The tool expects a directory structure where PageXML files are located in subdirectories following the pattern <archief_dir>/page/*.xml. All file processing is performed in read-only mode with no modifications made to source files.
For example region collection, the tool extracts the first two lines of text from each region using the TextLine/TextEquiv/Unicode path in the XML structure.
- The script expects PageXML files in the structure:
[archief_nummer]/page/[pagina_nummer].xml - Only TextRegion elements are analysed
- The tool is safe to run multiple times as it does not modify any files
- Original file structure and content remain completely unchanged
This project is licensed under the MIT Licence.
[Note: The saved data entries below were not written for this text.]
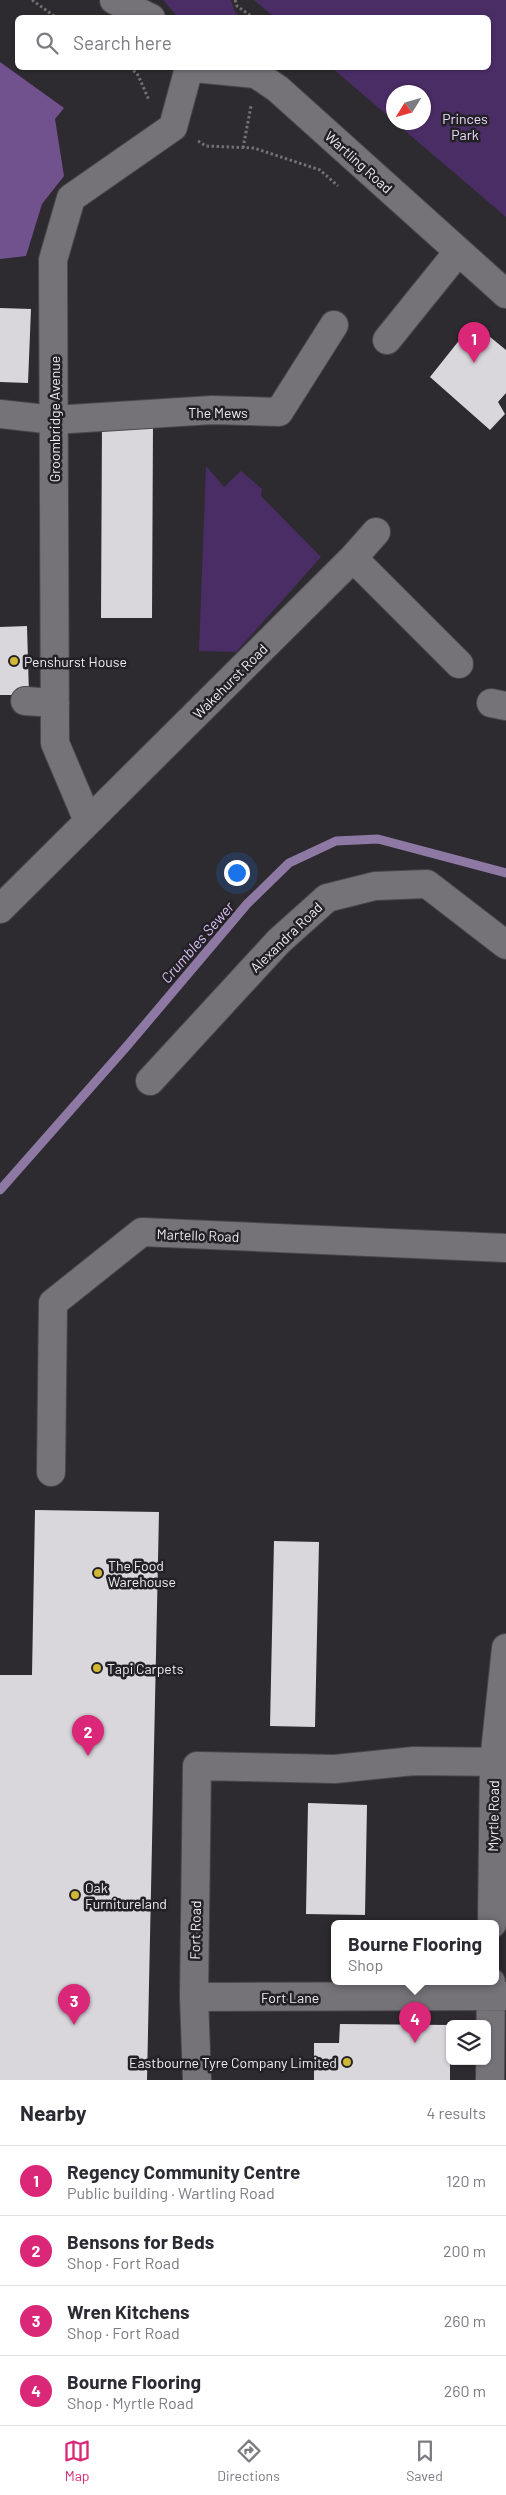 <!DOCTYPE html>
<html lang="en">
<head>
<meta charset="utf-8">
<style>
	body { margin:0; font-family:Barlow,sans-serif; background:#f2f2f3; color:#2b2b33 }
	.controls { position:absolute; right:15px; bottom:15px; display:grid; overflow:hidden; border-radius:8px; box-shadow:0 1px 4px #0004 }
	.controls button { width:45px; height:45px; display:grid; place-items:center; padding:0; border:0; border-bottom:1px solid #e1e1e2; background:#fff; color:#2b2b33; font:25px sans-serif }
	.compass { position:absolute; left:386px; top:85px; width:45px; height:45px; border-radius:50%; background:#fff; box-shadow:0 1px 4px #0004; rotate:233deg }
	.you { position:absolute; left:236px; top:872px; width:18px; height:18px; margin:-12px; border:4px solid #fff; border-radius:50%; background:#1a73e8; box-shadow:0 0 0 8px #1a73e833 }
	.badge { display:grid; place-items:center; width:32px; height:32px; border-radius:50%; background:#db2777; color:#fff; font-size:16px; font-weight:700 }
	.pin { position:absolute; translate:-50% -41px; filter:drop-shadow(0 1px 2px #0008) }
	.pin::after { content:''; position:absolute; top:26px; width:18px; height:15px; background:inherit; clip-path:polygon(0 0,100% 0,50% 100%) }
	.popup { position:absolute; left:331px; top:1920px; width:168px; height:65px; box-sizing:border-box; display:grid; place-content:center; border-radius:8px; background:#fff; filter:drop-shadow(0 1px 4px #0005); font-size:16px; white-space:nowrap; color:#7c7c81 }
	.popup b { font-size:19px; color:#2b2b33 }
	.popup::after { content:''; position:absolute; left:50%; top:100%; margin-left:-10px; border:10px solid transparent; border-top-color:#fff }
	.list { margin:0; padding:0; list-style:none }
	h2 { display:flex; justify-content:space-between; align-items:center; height:65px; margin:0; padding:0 20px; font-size:21px }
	h2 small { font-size:16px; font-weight:400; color:#7c7c81 }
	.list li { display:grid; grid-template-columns:32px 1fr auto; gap:15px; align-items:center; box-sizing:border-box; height:70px; padding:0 20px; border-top:1px solid #e1e1e2 }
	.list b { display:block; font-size:19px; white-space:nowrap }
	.list p { margin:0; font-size:16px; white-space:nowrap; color:#7c7c81 }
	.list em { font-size:16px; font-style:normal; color:#7c7c81 }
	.icon { flex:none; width:28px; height:28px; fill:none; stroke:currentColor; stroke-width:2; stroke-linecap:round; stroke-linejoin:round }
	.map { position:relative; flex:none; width:506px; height:2080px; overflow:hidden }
	.search { position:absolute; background:#fff; box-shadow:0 1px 4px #0004; left:15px; right:15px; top:15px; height:55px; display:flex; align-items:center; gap:12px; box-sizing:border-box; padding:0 18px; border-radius:8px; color:#7c7c81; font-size:19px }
	.sheet { height:345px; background:#fff }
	nav { display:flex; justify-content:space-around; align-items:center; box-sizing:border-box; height:70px; border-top:1px solid #e1e1e2; background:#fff; font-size:14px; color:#7c7c81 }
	nav a { display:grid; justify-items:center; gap:2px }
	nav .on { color:#db2777 }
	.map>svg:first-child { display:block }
	.green { fill:#4b2d66 }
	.forest { fill:#71528f }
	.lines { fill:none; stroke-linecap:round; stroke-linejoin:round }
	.stream { stroke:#8e79a4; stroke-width:9 }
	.building { fill:#d9d7dc }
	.minor-casing { stroke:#49474b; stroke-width:30 }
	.path { stroke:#717073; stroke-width:3; stroke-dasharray:2.5 2.5; stroke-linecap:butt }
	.minor { stroke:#757378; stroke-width:28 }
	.poi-dot { fill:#d2b635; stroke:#232125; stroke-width:2 }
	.labels { text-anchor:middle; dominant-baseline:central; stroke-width:5; stroke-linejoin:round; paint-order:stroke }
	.park-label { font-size:14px; fill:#ebdafe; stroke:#232125 }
	.street-label { font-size:14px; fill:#ecebee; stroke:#232125 }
	.poi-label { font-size:14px; fill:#ecebee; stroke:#232125; text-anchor:start }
	.water-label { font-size:15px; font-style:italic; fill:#dbc1f7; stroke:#232125 }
</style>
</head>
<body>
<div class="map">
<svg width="506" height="2080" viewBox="0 0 506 2080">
	<rect width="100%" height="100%" fill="#2d2b2f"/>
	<!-- green -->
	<path class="green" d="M 163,0 L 231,0 L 235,12 L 241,17 L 178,17 Z
		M 254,0 L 506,0 L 506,217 L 396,123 L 424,122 L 424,92 L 394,92 L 393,120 L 332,68 L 488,68 L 488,18 L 274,17 Z
		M 206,466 L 224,487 L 241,471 L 262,489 L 261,496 L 321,557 L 236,652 L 199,651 Z"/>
	<!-- forest -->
	<path class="forest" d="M 0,62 L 64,108 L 55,119 L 64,176 L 42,204 L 26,256 L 0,259 Z"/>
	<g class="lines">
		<!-- stream -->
		<path class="stream" d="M 0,1190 L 127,1046 L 247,904 L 289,863 L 336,841 L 378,839 L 506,873"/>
	</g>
	<!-- building -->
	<path class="building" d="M 0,308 L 31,309 L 28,383 L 0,382 Z
		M 473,323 L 506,350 L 506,393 L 498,402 L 505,414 L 490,430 L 430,377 Z
		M 102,423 L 153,423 L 152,618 L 101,618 Z
		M 27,626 L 29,695 L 0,695 L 0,627 Z
		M 35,1510 L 159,1512 L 147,2080 L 0,2080 L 0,1675 L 32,1675 Z
		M 274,1541 L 319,1542 L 315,1727 L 270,1726 Z
		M 308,1803 L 367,1805 L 365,1915 L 306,1914 Z
		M 340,2024 L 450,2025 L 450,2080 L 314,2080 L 314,2043 L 339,2043 Z"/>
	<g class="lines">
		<!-- minor casing -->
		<g class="minor-casing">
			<path id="minor" d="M 114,0 L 151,18
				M 194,68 L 256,74 L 278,89 L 506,294
				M 387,340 L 458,252
				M 0,414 L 54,420 L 212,410 L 279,412 L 334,325
				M 353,558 L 459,664
				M 25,701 L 55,703
				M 491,703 L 506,706
				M 88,821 L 55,743 L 53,260 L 71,198 L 173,127 L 189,68
				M 0,909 L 353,558 L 376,532
				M 150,1081 L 279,941 L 327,898 L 375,886 L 427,884 L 506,945
				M 51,1472 L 53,1303 L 142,1232 L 506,1248
				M 492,1924 L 494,1762 L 506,1648
				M 194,1997 L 506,1996
				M 197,2080 L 194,1997 L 197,1766 L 335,1769 L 414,1761 L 506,1762
				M 490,2080 L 491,1982"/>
		</g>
		<!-- path -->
		<path class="path" d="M 32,0 L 57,18
			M 235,0 L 237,6 L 254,18
			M 129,68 L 137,73 L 149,100
			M 198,141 L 206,146 L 254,148 L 320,170 L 338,186
			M 243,148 L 251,106"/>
		<!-- minor -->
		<use href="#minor" class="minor"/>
	</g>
	<!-- markers -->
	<g class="poi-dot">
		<circle cx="14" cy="661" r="5"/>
		<circle cx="98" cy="1573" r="5"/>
		<circle cx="97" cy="1668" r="5"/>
		<circle cx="75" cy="1895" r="5"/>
		<circle cx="347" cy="2062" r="5"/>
	</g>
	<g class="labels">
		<!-- park labels -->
		<g class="park-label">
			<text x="465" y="118">Princes<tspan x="465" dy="16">Park</tspan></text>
		</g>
		<!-- street labels -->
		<g class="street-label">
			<text transform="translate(359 162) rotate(42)">Wartling Road</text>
			<text x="218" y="412">The Mews</text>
			<text transform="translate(54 419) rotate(-90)">Groombridge Avenue</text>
			<text transform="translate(230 681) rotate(-45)">Wakehurst Road</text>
			<text transform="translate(286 937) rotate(-44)">Alexandra Road</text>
			<text transform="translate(198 1235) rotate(2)">Martello Road</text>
			<text transform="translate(493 1816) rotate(-89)">Myrtle Road</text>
			<text transform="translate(195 1930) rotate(-89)">Fort Road</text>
			<text x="290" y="1997">Fort Lane</text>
		</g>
		<!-- poi labels -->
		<g class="poi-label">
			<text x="24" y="661">Penshurst House</text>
			<text x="108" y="1565">The Food<tspan x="108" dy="16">Warehouse</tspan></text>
			<text x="107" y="1668">Tapi Carpets</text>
			<text x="85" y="1887">Oak<tspan x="85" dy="16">Furnitureland</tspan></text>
			<text x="337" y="2062" text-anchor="end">Eastbourne Tyre Company Limited</text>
		</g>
		<!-- water labels -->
		<g class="water-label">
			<text transform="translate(197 942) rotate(-49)">Crumbles Sewer</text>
		</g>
	</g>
</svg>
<div class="controls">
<button><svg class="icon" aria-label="layers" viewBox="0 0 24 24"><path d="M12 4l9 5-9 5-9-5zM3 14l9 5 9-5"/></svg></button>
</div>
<svg class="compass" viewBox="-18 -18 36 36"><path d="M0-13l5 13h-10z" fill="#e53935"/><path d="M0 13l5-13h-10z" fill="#7c7c81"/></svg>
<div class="you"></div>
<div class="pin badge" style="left:474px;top:363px">1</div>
<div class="pin badge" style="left:88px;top:1756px">2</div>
<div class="pin badge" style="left:74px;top:2025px">3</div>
<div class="pin badge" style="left:415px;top:2043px">4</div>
<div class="popup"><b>Bourne Flooring</b>Shop</div>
<div class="search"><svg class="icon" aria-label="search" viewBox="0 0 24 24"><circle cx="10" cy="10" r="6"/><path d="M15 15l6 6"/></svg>Search here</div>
</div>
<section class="sheet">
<h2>Nearby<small>4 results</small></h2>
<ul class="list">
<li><span class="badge">1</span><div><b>Regency Community Centre</b><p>Public building · Wartling Road</p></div><em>120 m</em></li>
<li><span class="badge">2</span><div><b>Bensons for Beds</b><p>Shop · Fort Road</p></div><em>200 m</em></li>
<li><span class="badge">3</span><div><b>Wren Kitchens</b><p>Shop · Fort Road</p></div><em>260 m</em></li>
<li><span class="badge">4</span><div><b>Bourne Flooring</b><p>Shop · Myrtle Road</p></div><em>260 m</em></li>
</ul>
</section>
<nav>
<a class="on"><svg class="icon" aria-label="map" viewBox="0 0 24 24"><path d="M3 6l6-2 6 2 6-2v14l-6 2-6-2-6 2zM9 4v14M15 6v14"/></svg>Map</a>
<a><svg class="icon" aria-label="directions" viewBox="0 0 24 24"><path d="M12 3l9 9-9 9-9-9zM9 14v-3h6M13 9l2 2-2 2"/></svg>Directions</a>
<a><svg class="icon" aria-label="saved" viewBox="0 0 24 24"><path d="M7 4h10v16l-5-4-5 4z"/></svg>Saved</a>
</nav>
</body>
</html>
- Email: c.a.romein@utwente.nl
This Region Calculator Tool was developed within the context of the HAICu project on the Resoluties van de Staten van Overijssel (Resolutions of the States of Overijssel), funded by the Dutch Research Council/Nederlandse Organisatie voor Wetenschappelijk Onderzoek/Nationale Wetenschapsagenda [NWA.1518.22.105].
Development was assisted by Claude (Anthropic) for code implementation and documentation.
Version 1.0 (2025): Initial release with comprehensive region statistics, automatic label detection, and dual CSV export functionality.